**Stored data entries**

- Opening Delimiter -

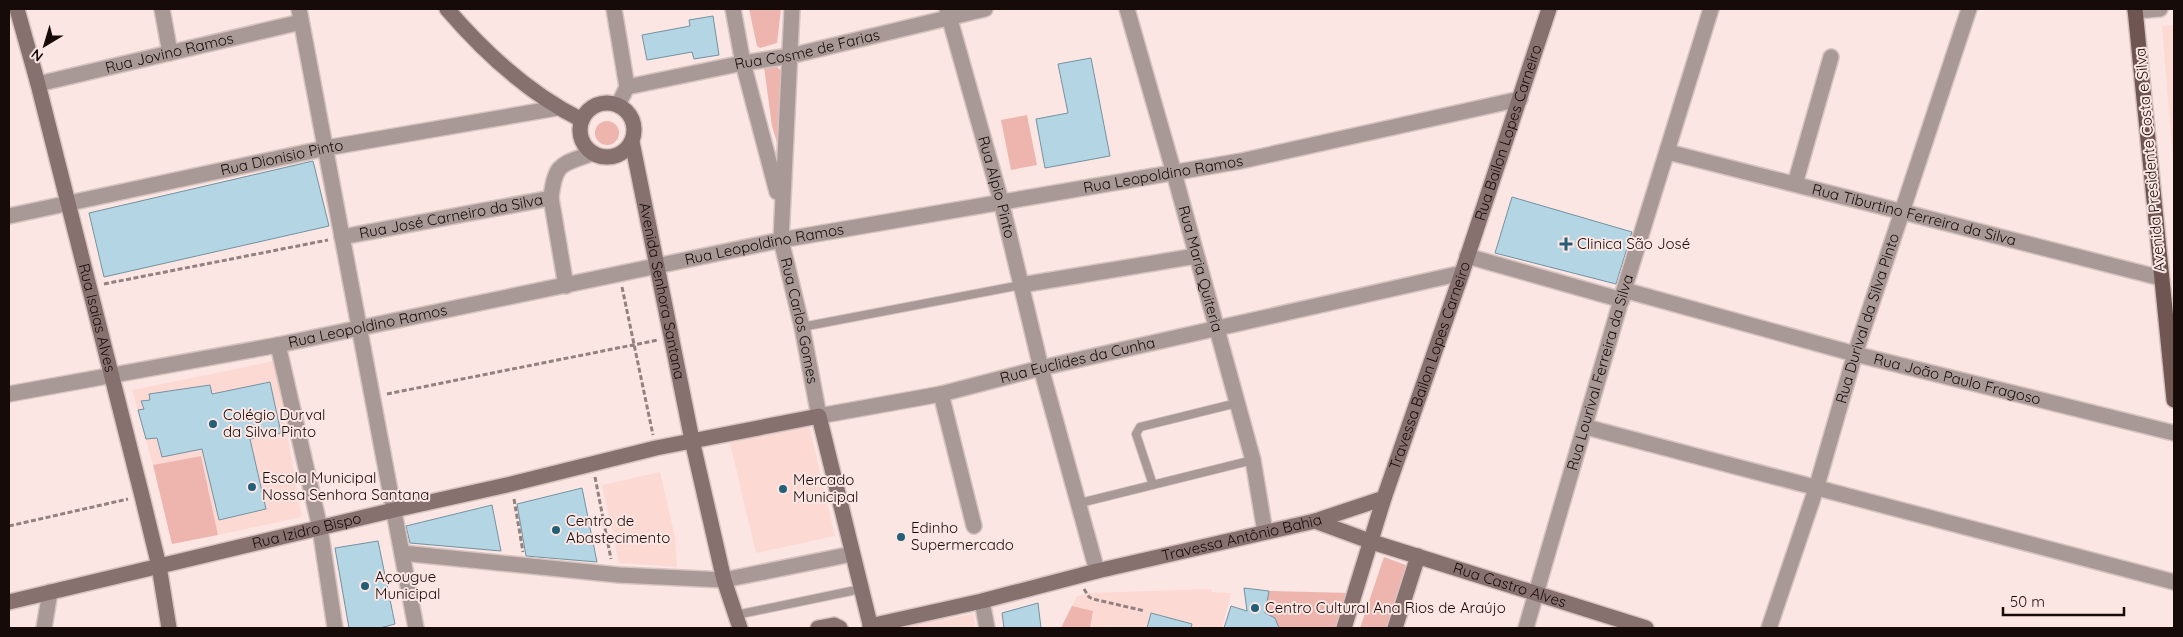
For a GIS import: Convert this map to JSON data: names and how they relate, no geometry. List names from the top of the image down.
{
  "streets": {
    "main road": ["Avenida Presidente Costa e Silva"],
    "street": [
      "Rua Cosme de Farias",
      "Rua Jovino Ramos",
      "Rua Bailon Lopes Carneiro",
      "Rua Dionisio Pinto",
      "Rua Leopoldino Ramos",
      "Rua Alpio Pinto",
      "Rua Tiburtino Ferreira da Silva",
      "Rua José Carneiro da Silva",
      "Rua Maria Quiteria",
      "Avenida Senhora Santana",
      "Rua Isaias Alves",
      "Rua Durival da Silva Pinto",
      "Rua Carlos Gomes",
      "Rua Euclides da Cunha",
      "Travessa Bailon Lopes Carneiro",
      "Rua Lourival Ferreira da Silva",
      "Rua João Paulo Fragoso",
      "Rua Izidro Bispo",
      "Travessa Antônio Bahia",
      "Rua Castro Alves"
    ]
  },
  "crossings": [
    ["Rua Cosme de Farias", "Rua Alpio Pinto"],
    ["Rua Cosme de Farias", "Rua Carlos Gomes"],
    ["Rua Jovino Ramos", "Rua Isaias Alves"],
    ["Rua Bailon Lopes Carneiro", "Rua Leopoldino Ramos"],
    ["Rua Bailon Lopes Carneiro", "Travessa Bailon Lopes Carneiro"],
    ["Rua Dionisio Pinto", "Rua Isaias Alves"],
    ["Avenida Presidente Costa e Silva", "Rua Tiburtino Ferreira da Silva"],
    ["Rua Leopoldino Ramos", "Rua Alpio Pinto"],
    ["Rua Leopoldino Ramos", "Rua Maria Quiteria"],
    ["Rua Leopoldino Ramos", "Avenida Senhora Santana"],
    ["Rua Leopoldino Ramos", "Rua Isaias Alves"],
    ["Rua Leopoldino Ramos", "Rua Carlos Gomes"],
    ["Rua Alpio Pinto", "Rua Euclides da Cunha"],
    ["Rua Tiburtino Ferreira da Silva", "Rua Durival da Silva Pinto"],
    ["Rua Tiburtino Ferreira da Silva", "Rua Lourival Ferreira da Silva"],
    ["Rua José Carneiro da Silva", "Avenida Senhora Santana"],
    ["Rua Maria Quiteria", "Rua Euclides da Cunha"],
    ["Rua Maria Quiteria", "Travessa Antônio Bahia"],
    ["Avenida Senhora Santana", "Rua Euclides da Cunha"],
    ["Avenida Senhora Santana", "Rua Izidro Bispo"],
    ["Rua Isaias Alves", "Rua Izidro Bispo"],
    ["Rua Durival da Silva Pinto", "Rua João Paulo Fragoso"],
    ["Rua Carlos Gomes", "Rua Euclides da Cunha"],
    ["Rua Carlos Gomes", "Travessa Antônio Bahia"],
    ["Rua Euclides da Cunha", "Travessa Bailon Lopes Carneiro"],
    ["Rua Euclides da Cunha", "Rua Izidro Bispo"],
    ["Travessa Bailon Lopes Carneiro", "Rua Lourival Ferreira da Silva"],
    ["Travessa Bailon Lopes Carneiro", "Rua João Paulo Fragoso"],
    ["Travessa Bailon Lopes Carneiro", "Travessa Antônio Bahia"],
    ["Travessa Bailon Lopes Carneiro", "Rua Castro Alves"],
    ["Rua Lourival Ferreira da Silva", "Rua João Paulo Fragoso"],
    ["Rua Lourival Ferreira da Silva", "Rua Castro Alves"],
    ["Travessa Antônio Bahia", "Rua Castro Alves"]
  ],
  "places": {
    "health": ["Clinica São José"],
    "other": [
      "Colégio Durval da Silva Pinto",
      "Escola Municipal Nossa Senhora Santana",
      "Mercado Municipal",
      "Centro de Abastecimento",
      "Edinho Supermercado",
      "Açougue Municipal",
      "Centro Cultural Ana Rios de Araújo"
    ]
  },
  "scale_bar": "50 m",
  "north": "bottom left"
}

- Closing Delimiter -
- Opening Delimiter -

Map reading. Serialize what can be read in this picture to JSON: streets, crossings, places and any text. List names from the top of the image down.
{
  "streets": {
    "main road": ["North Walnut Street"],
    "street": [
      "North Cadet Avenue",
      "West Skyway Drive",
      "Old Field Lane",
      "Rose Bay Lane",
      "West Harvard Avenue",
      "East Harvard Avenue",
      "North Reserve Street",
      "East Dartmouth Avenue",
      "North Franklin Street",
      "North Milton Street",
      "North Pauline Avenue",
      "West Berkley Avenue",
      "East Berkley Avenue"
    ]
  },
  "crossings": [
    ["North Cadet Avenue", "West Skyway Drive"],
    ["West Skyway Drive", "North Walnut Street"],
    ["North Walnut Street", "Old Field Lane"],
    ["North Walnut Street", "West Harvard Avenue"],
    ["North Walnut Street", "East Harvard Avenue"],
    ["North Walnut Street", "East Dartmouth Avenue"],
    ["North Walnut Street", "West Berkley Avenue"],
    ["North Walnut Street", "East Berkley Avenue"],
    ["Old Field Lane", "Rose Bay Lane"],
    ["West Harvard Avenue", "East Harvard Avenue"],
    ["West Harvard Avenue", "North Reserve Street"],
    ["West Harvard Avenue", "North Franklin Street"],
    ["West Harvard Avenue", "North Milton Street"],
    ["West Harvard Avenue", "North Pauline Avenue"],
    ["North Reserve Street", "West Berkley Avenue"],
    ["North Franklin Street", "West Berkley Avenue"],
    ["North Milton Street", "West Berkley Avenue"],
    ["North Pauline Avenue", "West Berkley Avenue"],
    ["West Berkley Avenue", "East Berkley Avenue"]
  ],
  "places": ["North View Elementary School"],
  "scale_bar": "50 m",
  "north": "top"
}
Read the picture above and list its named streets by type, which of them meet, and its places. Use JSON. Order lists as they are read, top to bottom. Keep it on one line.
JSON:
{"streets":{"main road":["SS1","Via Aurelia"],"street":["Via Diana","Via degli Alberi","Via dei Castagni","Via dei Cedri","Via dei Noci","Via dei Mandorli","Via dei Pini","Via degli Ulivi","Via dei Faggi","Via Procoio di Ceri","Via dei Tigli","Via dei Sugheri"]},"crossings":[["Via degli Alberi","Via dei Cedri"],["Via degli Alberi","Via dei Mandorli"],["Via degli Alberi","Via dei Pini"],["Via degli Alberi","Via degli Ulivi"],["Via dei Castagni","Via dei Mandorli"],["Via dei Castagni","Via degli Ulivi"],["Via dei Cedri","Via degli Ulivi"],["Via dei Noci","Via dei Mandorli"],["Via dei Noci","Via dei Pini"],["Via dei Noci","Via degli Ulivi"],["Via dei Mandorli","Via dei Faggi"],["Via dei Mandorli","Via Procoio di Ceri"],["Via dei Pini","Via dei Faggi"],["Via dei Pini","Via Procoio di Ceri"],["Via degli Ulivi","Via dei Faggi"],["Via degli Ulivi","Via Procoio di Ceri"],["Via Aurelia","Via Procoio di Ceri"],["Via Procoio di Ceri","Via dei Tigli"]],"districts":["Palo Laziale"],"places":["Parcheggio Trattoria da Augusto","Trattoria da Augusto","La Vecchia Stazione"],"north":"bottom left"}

- Closing Delimiter -

Each line in the records above with "Lane" must be returned.

      "Old Field Lane",
      "Rose Bay Lane",
    ["North Walnut Street", "Old Field Lane"],
    ["Old Field Lane", "Rose Bay Lane"],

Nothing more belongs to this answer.